From blank canvas to progress
The product was loosely defined at the beginning of the project. Samantha had a great idea but had never made a prototype. The only requirements for the stick were that it heat up to about 90 degrees Fahrenheit in a few minutes, that the mechanism be as light as possible and fit completely inside the stick, and that it stay hot for 90-120 minutes of a typical practice or game. Because we were not locked into a particular technology or existing patents, the team had a blank canvas to build it from the ground up.
The process began by researching different heating methods. Heating the stick electrically was an obvious path, but we were concerned about how power-hungry heaters tend to be and were worried we would not have enough battery life. We also looked into chemical and phase change heating technology as alternatives.
To evaluate the different technology, we bought a variety of heating products, took them apart, and measured their heating capacity and power use. The main findings were that chemical heating means were not effective, and there were plenty of low-voltage heating devices that seemed feasible.
It was time to make a proof of concept prototype of the stick. My favorite heater from our research was a resistive copper film we found. This seemed to have plenty of heating capacity with just a few volts of electricity and could be rolled up to fit inside the stick. We sourced a small-diameter, high-powered lithium battery that would fit inside the stick and wired in a mini-USB lithium charger. Using two of the heating elements, we wired it up and slid the assembly inside the stick so that one heater would be near the center of the stick for the player’s upper hand while the other was wrapped around the batteries at the butt end to heat the lower hand.
The prototype worked well right away. Despite not having any microcontroller to monitor and throttle the temperature of the heating element, it warmed quickly to a comfortable temperature. The only problem was that because there was no regulation of the battery power, the heaters were running at 100 percent power all of the time generating only about 45 minutes of battery life.
Fine-tuning a solution
At this point, I solicited the service of our electronics guru. I showed him the prototype and the issues I was having. We decided to change the heaters to a ceramic unit and mounted them on aluminum sleds with wings that would spring tightly against the inside of the stick to get maximum heat transfer and keep them from sliding.

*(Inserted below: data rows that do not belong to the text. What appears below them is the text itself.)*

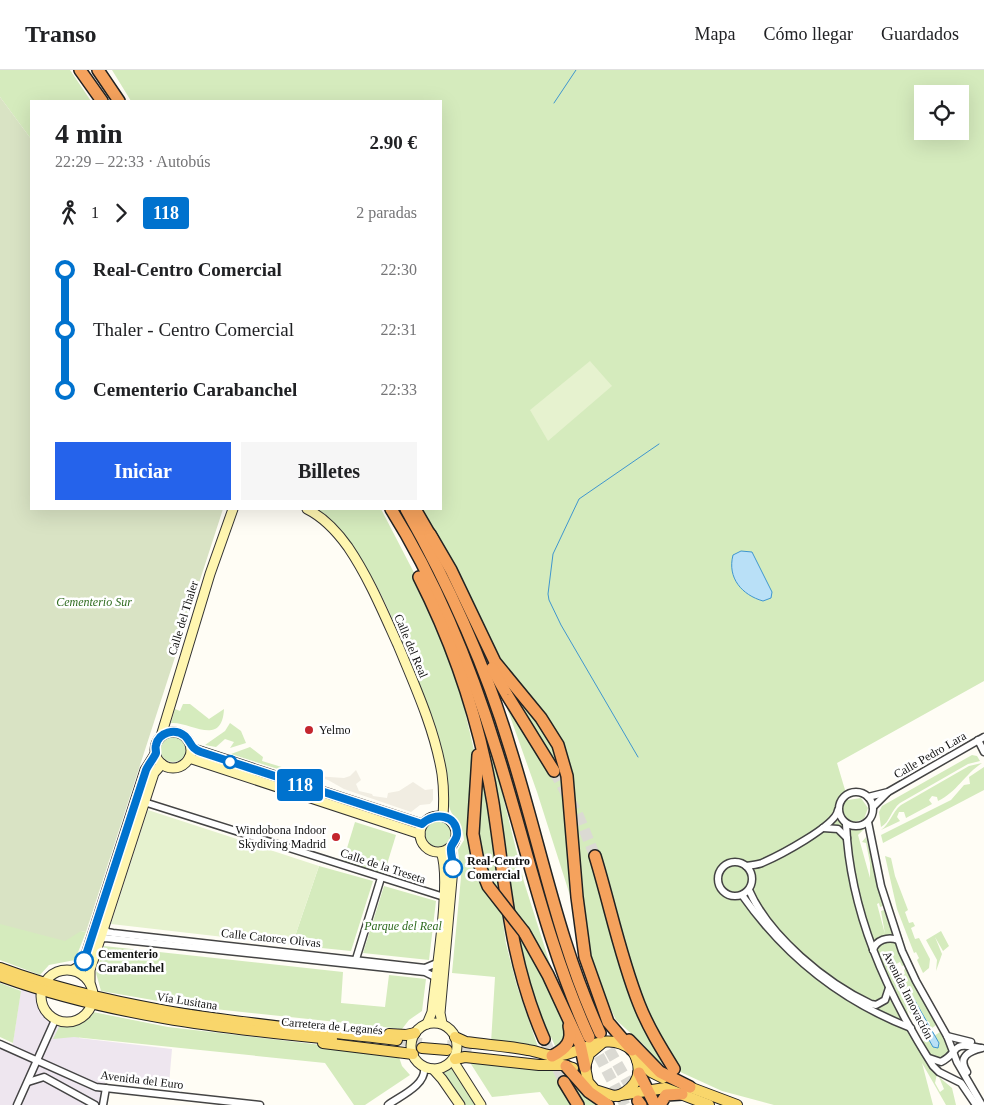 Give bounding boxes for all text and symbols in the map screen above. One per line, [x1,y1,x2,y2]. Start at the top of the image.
text: Transo [25,21,97,47]
text: Mapa [695,24,736,44]
text: Cómo llegar [764,24,853,44]
text: Guardados [881,24,959,44]
map controls [914,85,969,140]
button: locate [914,85,969,140]
text: 4 min [55,118,123,149]
text: 2.90 € [370,132,417,153]
text: 22:29 – 22:33 · Autobús [55,153,211,170]
icon: walk [55,199,83,227]
icon: forward [107,199,135,227]
text: 118 [153,203,179,223]
text: 1 [91,204,99,221]
text: 2 paradas [356,204,417,221]
text: Real-Centro Comercial [93,259,282,280]
text: 22:30 [381,261,417,278]
text: Thaler - Centro Comercial [93,319,294,340]
text: 22:31 [381,321,417,338]
text: Cementerio Carabanchel [93,379,297,400]
text: 22:33 [381,381,417,398]
button: Iniciar [55,442,231,500]
button: Billetes [241,442,417,500]
street label: Calle del Thaler [165,579,201,657]
park label: Cementerio Sur [56,595,132,609]
street label: Calle del Real [391,612,431,681]
place label: Yelmo [319,723,350,737]
marker: Yelmo [303,724,315,736]
street label: Calle Pedro Lara [891,728,969,781]
unlabelled marker [223,755,237,769]
line badge: 118 [271,769,329,801]
text: 118 [287,775,313,795]
place label: Windobona Indoor Skydiving Madrid [236,823,326,851]
marker: Windobona Indoor Skydiving Madrid [330,831,342,843]
street label: Calle de la Treseta [339,846,428,887]
place label: Real-Centro Comercial [467,854,530,882]
marker: Real-Centro Comercial [443,858,463,878]
park label: Parque del Real [363,919,442,933]
street label: Calle Catorce Olivas [221,926,322,950]
place label: Cementerio Carabanchel [98,947,165,975]
street label: Avenida Innovación [880,949,936,1041]
marker: Cementerio Carabanchel [74,951,94,971]
street label: Vía Lusitana [155,989,219,1013]
street label: Carretera de Leganés [281,1015,384,1037]
street label: Avenida del Euro [100,1068,184,1092] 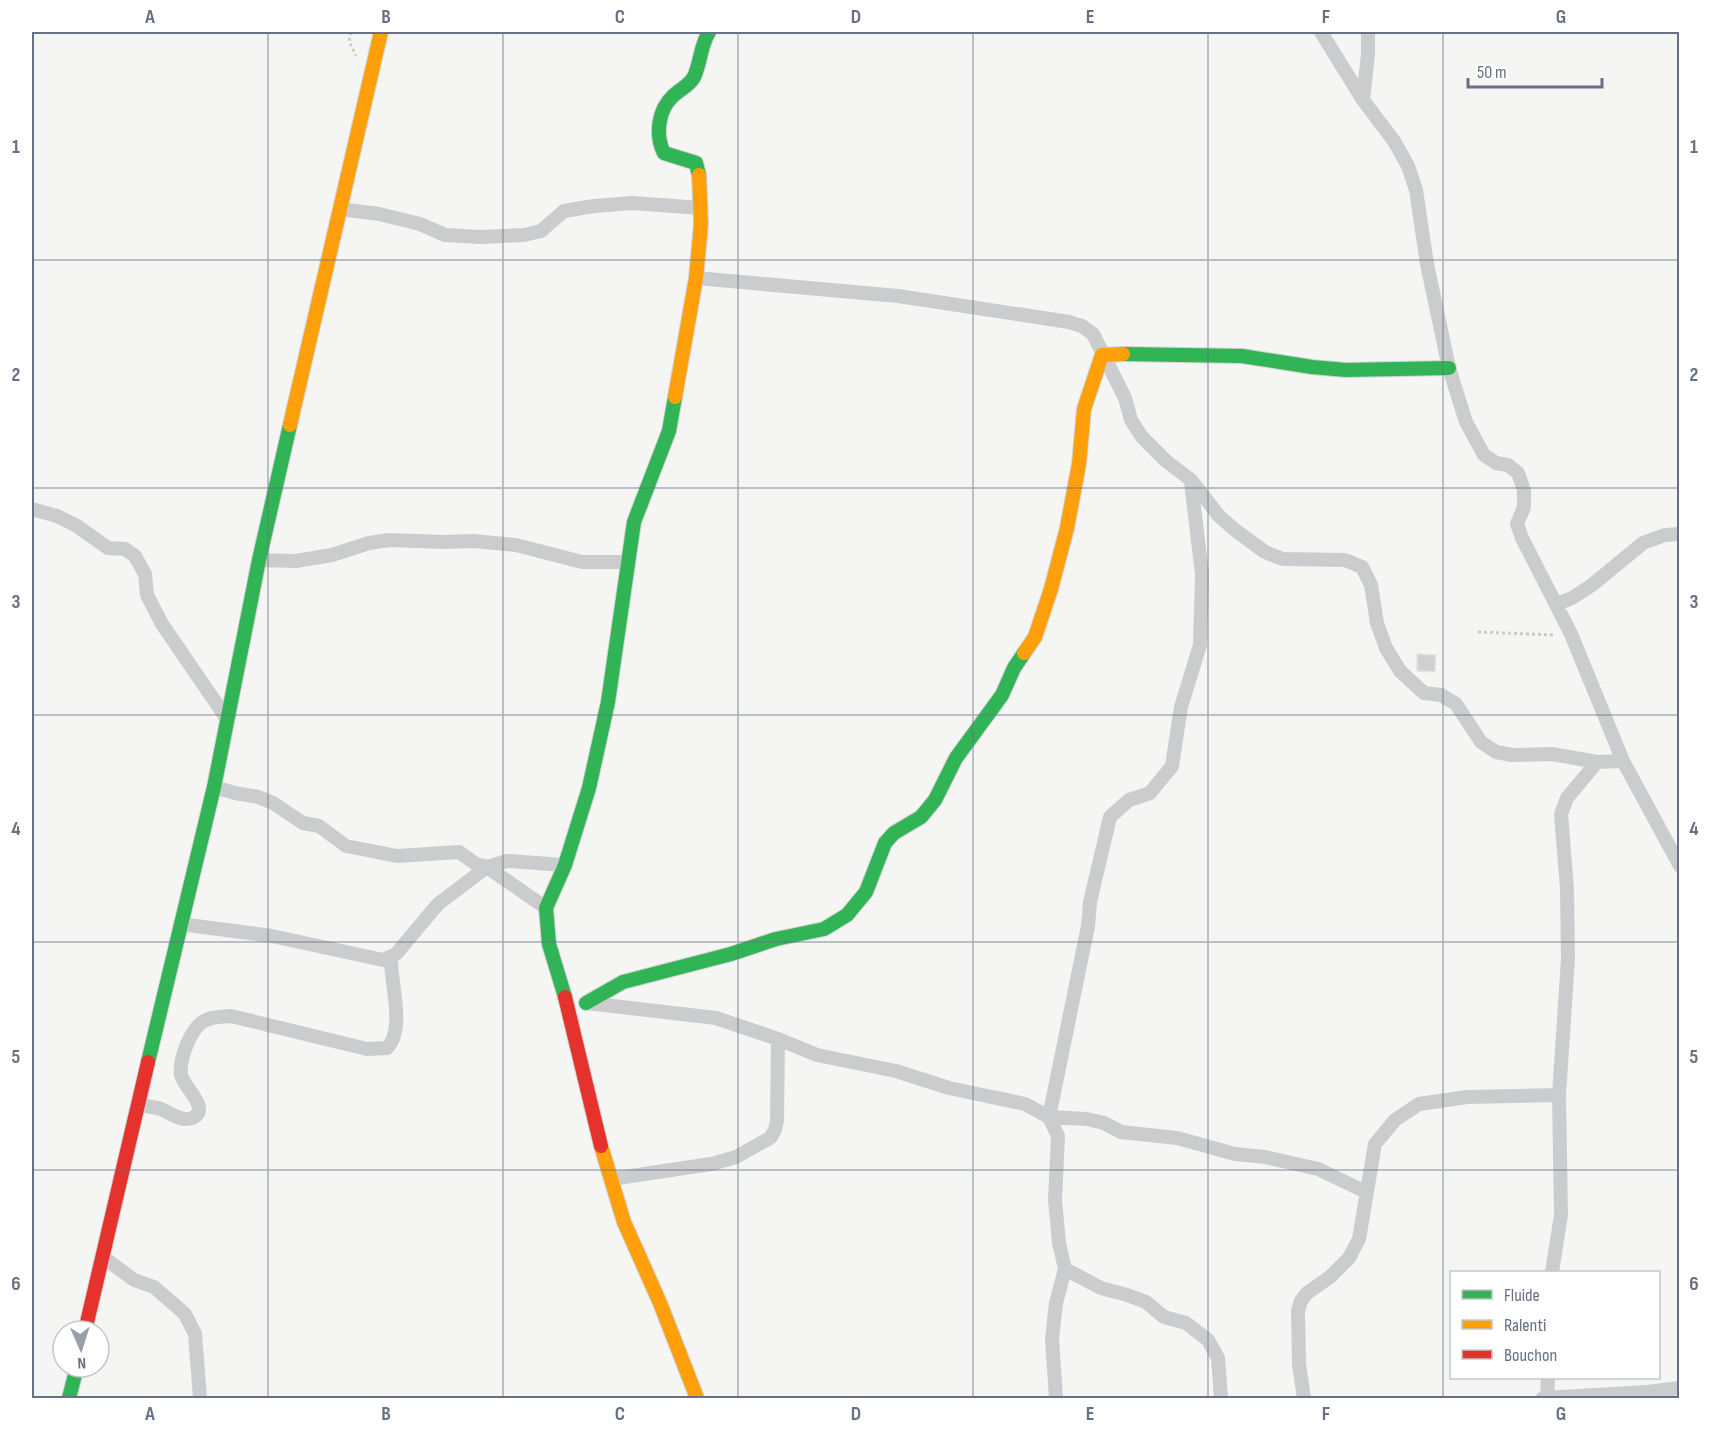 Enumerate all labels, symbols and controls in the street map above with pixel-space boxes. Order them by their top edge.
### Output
text: A [144,5,155,29]
text: B [381,5,391,29]
text: C [615,5,625,29]
text: D [851,5,861,29]
text: E [1086,5,1094,29]
text: F [1322,5,1330,29]
text: G [1556,5,1566,29]
scale bar [1468,51,1602,89]
text: 50 m [1477,62,1507,83]
text: 1 [12,135,20,159]
text: 1 [1690,135,1698,159]
text: 2 [12,363,20,387]
text: 2 [1690,363,1698,387]
text: 3 [12,590,21,614]
text: 3 [1690,590,1699,614]
text: 4 [11,817,21,841]
text: 4 [1689,817,1699,841]
text: 5 [12,1045,21,1069]
text: 5 [1690,1045,1699,1069]
legend [1450,1271,1660,1379]
text: 6 [11,1272,21,1296]
text: 6 [1689,1272,1699,1296]
text: Fluide [1504,1285,1540,1306]
text: Ralenti [1504,1315,1546,1336]
north arrow [51,1319,111,1379]
text: Bouchon [1504,1345,1557,1366]
text: N [77,1353,86,1372]
text: A [144,1402,155,1426]
text: B [381,1402,391,1426]
text: C [615,1402,625,1426]
text: D [851,1402,861,1426]
text: E [1086,1402,1094,1426]
text: F [1322,1402,1330,1426]
text: G [1556,1402,1566,1426] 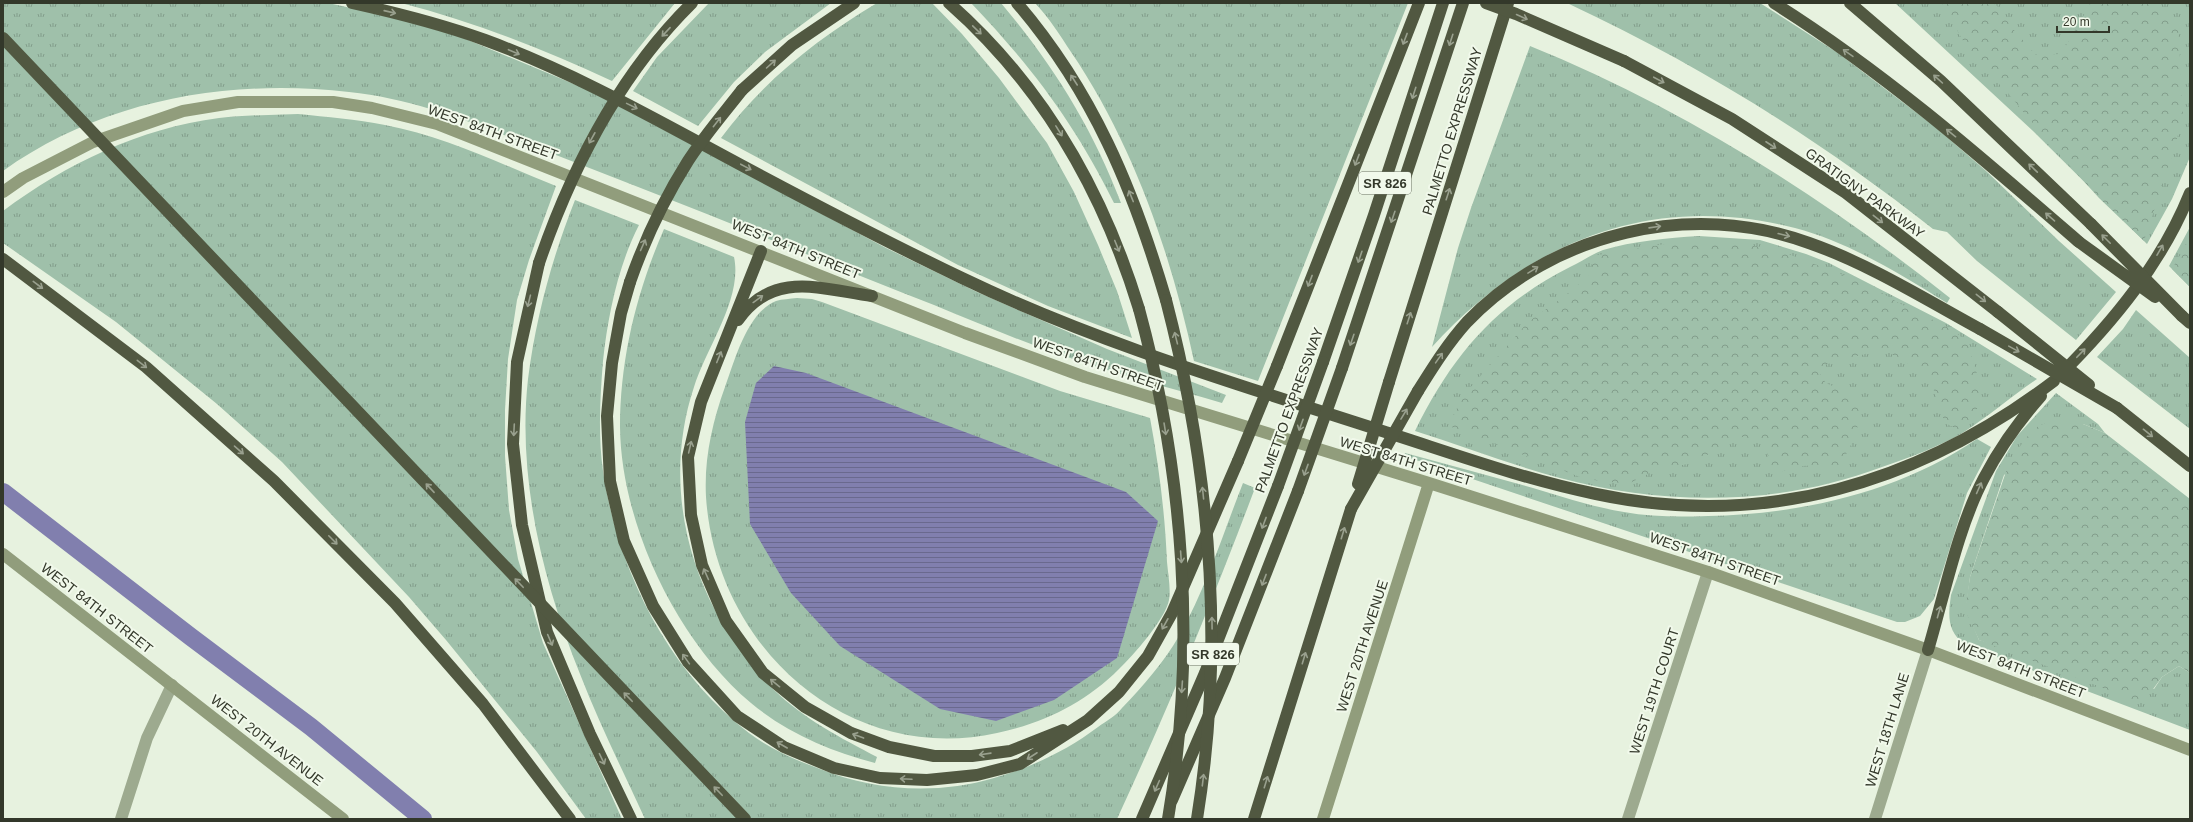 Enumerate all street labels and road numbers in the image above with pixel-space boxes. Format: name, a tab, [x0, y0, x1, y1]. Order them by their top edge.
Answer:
street label: PALMETTO EXPRESSWAY	[1419, 45, 1485, 217]
street label: WEST 84TH STREET	[426, 101, 561, 163]
street label: GRATIGNY PARKWAY	[1802, 144, 1928, 242]
road number: SR 826	[1359, 172, 1411, 194]
street label: WEST 84TH STREET	[729, 216, 863, 282]
street label: PALMETTO EXPRESSWAY	[1252, 325, 1327, 495]
street label: WEST 84TH STREET	[1030, 334, 1166, 394]
street label: WEST 84TH STREET	[1338, 433, 1474, 489]
street label: WEST 84TH STREET	[1647, 529, 1783, 589]
street label: WEST 84TH STREET	[38, 559, 156, 657]
street label: WEST 20TH AVENUE	[1333, 578, 1391, 714]
street label: WEST 19TH COURT	[1626, 625, 1682, 756]
street label: WEST 84TH STREET	[1954, 637, 2088, 701]
road number: SR 826	[1187, 643, 1239, 665]
street label: WEST 18TH LANE	[1862, 671, 1912, 789]
street label: WEST 20TH AVENUE	[208, 691, 326, 789]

We designed a new circuit board with a microcontroller and temperature sensor so we could monitor the heaters and throttle the output for better battery life. Then we designed a plastic part that would fit into the butt end of the stick and put the PCB in place while giving us access to the charging port. We made two of these prototypes, one for an aluminum stick and one for a carbon fiber stick. With a little bit of tweaking, both sticks worked great and we shipped them to Samantha for field testing.
The sticks worked well, and she got some great feedback from other high school players. She also continued to work on her business by trademarking the name FingerFireTM for the product and receiving a patent for the technology.
Though high school players loved the product, she knew the concept needed validation from elite players. She began reaching out to college teams to see if they were interested in her idea and got two of the best Division I teams—Syracuse and Johns Hopkins—to agree to test them. Each school sent five sticks to EP office to get retrofitted with the technology.
In order to make assembly easier and more robust, we designed a thin plastic chassis to hold the batteries and mechanically bridge the upper and lower heaters. We 3D-printed the new chassis and made more heater sleds and PCBs. After a small issue with the charging circuit on the PCB we got the problem solved, and the sticks were sent to each school before the weather warmed up this past spring.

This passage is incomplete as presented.